TASK DETAILS:
Select all lines in the records that include "bottom".
*** Opening TASK MATERIAL ***
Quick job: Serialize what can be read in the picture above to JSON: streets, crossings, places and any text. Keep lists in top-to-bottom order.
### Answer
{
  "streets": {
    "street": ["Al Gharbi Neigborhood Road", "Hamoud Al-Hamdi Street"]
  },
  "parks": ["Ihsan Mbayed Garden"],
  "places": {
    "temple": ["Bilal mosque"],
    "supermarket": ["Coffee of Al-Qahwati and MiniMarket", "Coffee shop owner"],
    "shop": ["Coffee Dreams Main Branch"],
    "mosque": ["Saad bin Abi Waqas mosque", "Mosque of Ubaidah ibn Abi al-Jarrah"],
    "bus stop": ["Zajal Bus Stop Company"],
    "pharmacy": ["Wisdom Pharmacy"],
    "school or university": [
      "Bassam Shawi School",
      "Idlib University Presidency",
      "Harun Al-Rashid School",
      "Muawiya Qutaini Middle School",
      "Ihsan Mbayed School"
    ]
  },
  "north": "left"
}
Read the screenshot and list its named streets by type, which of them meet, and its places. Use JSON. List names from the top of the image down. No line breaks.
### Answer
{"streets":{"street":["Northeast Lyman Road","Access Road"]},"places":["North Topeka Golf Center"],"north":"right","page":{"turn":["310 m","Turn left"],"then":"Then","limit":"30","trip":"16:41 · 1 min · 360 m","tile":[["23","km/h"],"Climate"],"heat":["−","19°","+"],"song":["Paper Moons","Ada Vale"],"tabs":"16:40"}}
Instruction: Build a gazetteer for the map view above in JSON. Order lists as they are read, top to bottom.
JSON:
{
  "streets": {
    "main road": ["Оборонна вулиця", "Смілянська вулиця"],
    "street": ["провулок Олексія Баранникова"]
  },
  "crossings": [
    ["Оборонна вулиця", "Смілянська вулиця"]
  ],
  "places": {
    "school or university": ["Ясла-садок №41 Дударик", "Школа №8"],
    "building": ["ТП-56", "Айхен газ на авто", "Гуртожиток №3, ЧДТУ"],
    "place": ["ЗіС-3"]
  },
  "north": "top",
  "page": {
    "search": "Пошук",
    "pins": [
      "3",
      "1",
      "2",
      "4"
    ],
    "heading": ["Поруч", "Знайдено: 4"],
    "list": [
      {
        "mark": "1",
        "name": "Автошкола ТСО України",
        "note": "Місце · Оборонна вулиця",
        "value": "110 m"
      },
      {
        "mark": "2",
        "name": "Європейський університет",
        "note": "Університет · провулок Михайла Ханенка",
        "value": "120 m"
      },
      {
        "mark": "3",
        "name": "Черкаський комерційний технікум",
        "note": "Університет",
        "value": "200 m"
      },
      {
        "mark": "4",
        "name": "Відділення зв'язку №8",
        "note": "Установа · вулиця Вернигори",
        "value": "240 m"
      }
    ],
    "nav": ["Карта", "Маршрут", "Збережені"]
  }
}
*** Closing TASK MATERIAL ***
ANSWER FOR THIS EXERCISE:
Quick job: Serialize what can be read in the picture above to JSON: streets, crossings, places and any text. Keep lists in top-to-bottom order.
Instruction: Build a gazetteer for the map view above in JSON. Order lists as they are read, top to bottom.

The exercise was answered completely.